--- DATA SHOWN Enclosed Below ---

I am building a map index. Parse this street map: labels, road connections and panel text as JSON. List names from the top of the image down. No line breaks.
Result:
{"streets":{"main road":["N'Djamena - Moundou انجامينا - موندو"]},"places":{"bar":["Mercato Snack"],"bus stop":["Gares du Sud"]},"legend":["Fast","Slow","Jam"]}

--- End of Enclosed DATA SHOWN ---

PROBLEM REQUIREMENTS:
Exactly as written, reproduce the whole listing.

RESULT OF THIS TASK:
I am building a map index. Parse this street map: labels, road connections and panel text as JSON. List names from the top of the image down. No line breaks.
Result:
{"streets":{"main road":["N'Djamena - Moundou انجامينا - موندو"]},"places":{"bar":["Mercato Snack"],"bus stop":["Gares du Sud"]},"legend":["Fast","Slow","Jam"]}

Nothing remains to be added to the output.